Go through the data and report each line that holds the string "positions".

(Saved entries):
= = = =

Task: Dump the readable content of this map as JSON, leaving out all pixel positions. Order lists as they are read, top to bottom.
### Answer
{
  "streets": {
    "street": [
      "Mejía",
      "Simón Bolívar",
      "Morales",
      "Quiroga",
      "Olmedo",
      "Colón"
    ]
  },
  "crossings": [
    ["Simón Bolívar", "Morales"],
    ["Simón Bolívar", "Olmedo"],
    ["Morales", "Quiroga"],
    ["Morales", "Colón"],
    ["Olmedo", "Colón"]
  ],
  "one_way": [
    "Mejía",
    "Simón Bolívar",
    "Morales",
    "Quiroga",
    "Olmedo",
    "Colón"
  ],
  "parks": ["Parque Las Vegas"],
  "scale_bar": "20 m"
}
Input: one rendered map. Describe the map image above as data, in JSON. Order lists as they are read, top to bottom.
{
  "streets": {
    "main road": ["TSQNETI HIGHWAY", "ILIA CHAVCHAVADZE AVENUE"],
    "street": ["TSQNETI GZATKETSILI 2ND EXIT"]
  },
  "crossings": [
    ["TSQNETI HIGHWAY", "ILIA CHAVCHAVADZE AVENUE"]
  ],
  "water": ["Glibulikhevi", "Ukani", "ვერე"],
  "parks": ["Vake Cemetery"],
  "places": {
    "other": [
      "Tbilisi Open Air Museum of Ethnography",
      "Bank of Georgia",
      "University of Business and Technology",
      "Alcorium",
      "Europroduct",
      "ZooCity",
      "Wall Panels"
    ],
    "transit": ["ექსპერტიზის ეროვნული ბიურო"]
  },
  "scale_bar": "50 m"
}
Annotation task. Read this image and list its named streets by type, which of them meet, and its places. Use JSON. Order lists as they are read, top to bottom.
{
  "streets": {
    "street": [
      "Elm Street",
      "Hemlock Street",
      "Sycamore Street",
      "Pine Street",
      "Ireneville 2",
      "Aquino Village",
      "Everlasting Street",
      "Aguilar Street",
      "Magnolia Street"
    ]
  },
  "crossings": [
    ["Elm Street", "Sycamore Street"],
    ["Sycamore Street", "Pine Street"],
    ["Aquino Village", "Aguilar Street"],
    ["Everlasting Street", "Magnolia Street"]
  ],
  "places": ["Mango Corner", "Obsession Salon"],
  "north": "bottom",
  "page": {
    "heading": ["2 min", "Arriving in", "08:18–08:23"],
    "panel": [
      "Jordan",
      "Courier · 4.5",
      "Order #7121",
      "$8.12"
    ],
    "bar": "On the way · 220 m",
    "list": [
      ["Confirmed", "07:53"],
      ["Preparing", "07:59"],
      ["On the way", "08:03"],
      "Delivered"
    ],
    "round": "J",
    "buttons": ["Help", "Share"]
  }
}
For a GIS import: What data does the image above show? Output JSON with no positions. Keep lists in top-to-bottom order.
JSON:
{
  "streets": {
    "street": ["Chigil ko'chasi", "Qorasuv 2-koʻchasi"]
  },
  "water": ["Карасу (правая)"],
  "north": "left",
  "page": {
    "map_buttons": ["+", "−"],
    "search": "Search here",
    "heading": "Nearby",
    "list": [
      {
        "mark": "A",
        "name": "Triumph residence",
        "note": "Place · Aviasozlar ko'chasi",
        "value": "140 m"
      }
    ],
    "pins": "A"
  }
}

= = = =

(EXERCISE RESULT):
Task: Dump the readable content of this map as JSON, leaving out all pixel positions. Order lists as they are read, top to bottom.
For a GIS import: What data does the image above show? Output JSON with no positions. Keep lists in top-to-bottom order.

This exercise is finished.